■ Task objective: Copy out all lines bearing the word "Luiz" from the listing below.

***** Material to process

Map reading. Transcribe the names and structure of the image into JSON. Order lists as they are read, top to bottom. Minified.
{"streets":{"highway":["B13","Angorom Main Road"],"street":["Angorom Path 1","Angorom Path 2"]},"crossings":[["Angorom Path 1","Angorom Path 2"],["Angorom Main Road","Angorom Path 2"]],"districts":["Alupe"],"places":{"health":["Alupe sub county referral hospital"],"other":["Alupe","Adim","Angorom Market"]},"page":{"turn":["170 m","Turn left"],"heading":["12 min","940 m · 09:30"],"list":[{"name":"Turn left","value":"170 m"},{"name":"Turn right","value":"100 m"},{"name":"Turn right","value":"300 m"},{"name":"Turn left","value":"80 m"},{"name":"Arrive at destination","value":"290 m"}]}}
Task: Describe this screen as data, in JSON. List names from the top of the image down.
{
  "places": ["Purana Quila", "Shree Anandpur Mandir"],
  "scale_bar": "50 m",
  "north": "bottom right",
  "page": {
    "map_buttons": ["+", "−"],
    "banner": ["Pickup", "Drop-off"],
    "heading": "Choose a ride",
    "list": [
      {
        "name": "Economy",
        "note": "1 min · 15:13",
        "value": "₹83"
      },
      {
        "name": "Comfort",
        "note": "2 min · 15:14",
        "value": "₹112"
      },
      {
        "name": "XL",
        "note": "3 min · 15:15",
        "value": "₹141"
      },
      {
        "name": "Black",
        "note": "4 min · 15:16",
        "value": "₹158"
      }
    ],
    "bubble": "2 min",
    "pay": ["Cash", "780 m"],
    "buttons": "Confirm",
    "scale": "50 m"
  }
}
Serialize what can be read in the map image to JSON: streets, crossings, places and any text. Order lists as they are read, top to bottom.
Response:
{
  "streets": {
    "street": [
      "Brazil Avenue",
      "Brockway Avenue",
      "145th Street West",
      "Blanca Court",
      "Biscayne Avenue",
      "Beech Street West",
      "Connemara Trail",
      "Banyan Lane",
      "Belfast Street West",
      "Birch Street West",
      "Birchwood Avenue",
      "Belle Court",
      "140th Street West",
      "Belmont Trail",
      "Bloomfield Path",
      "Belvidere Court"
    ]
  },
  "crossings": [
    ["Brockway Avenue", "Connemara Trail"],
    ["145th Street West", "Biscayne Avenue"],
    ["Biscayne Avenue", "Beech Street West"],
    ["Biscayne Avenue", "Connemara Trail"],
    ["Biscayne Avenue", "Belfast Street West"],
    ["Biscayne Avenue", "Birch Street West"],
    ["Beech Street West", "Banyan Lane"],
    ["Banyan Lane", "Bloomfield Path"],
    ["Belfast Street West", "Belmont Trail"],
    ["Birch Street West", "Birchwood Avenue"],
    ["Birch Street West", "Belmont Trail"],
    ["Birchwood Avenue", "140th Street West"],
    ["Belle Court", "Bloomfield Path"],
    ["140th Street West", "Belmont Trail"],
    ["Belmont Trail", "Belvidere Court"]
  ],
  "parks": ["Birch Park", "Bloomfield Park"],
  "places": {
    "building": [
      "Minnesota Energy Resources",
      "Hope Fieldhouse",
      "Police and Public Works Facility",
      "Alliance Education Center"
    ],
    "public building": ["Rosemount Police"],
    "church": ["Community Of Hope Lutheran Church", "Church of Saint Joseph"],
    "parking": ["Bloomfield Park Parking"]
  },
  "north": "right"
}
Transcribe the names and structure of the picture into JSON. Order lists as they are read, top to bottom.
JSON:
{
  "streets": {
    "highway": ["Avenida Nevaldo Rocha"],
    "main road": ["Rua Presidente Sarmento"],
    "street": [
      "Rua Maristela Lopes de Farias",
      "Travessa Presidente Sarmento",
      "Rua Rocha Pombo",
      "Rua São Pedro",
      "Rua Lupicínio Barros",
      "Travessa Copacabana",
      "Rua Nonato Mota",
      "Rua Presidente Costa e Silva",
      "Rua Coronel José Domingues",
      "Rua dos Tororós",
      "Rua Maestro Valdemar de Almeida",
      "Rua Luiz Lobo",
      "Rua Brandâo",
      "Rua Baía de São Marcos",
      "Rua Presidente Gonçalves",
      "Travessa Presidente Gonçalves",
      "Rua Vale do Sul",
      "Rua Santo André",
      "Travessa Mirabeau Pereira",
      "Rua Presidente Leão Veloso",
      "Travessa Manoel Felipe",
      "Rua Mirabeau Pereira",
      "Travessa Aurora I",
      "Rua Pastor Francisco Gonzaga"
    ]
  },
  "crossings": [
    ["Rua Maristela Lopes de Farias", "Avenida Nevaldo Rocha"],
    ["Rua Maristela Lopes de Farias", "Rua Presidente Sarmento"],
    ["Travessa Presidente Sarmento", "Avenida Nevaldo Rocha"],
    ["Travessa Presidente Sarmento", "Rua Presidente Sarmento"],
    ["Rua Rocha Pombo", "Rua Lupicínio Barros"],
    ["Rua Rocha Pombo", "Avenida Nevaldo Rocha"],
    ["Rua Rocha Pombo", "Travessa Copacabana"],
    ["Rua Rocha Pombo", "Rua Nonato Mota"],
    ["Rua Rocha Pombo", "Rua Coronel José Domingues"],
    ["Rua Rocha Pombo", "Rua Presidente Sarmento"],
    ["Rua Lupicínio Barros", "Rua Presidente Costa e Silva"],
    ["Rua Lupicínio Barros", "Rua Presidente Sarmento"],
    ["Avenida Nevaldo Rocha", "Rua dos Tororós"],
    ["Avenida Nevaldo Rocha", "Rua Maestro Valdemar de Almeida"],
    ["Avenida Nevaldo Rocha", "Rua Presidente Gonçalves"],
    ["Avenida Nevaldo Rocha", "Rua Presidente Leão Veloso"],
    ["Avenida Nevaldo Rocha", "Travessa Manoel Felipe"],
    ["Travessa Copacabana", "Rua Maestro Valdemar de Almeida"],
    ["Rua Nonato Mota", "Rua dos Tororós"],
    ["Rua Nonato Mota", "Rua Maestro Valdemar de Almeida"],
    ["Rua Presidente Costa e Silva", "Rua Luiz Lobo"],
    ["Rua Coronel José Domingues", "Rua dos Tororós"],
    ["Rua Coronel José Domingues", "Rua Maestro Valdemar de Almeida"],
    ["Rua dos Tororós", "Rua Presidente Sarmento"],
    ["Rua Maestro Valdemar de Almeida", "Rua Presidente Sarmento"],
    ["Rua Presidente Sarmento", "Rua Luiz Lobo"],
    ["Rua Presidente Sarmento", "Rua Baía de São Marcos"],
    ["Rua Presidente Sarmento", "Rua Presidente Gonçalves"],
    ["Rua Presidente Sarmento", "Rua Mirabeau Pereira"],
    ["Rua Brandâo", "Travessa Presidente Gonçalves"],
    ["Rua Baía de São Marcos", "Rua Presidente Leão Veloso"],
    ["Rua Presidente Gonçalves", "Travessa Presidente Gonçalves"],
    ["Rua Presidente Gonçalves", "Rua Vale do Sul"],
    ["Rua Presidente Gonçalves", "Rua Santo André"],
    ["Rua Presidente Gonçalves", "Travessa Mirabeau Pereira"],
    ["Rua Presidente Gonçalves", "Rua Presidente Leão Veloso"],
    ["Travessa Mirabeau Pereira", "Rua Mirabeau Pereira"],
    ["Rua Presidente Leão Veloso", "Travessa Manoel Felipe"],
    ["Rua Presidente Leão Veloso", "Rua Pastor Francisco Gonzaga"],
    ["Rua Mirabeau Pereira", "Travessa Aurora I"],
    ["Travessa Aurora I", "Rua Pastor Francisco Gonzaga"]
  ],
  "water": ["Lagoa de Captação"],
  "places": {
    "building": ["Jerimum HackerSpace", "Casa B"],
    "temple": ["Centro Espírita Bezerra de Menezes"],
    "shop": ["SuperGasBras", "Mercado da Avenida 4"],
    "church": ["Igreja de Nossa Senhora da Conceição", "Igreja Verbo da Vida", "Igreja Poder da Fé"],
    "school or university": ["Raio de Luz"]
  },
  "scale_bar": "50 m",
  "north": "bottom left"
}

**********

■ Exercise result:
      "Rua Luiz Lobo",
    ["Rua Presidente Costa e Silva", "Rua Luiz Lobo"],
    ["Rua Presidente Sarmento", "Rua Luiz Lobo"],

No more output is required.